#### [What is required]
Report back each line of the records that contains the string "Flint".

Available records below:

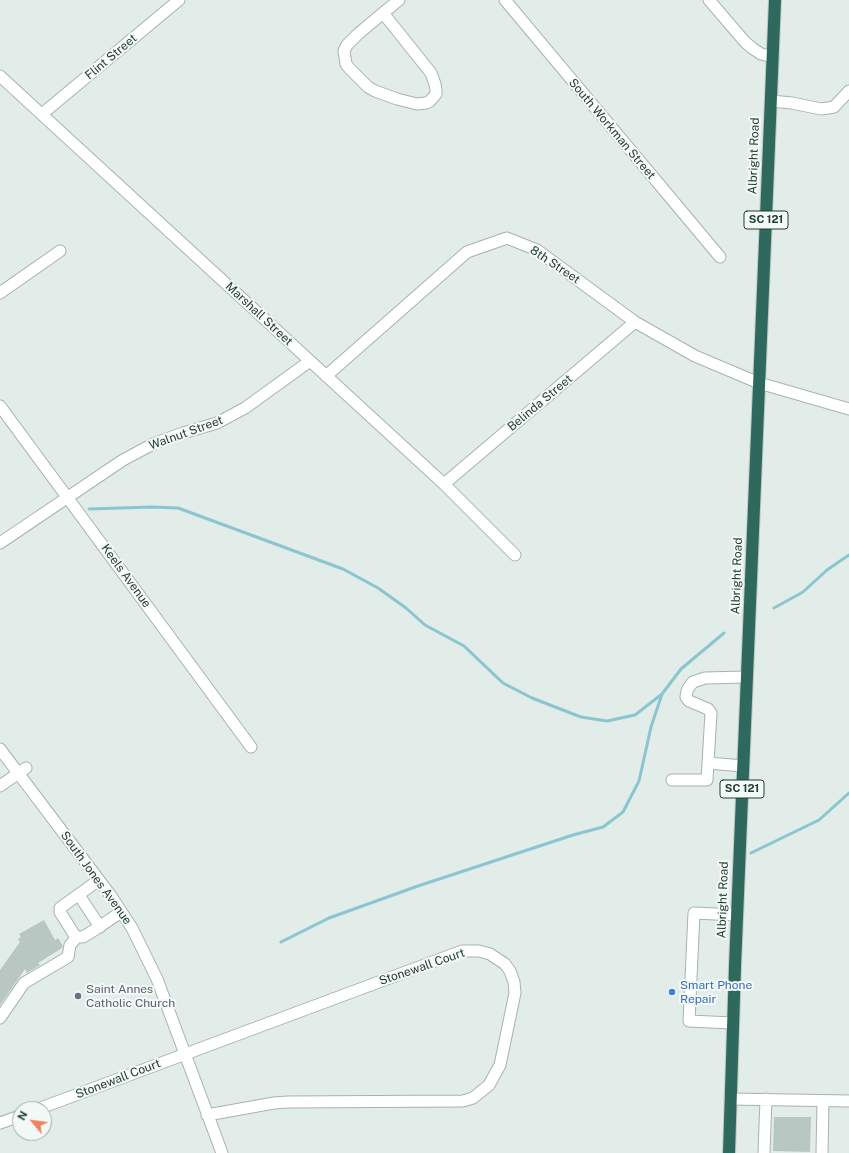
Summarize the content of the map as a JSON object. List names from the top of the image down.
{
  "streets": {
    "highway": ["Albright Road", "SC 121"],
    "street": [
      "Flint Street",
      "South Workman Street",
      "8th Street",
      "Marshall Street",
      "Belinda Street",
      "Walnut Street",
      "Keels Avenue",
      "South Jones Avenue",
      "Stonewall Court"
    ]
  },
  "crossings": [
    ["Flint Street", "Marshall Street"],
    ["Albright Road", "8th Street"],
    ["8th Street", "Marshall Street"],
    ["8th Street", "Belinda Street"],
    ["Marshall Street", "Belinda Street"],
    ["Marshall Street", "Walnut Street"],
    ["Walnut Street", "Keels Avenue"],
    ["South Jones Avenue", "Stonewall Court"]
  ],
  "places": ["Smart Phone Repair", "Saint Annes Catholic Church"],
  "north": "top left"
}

End of Available records.

#### [Reply]
      "Flint Street",
    ["Flint Street", "Marshall Street"],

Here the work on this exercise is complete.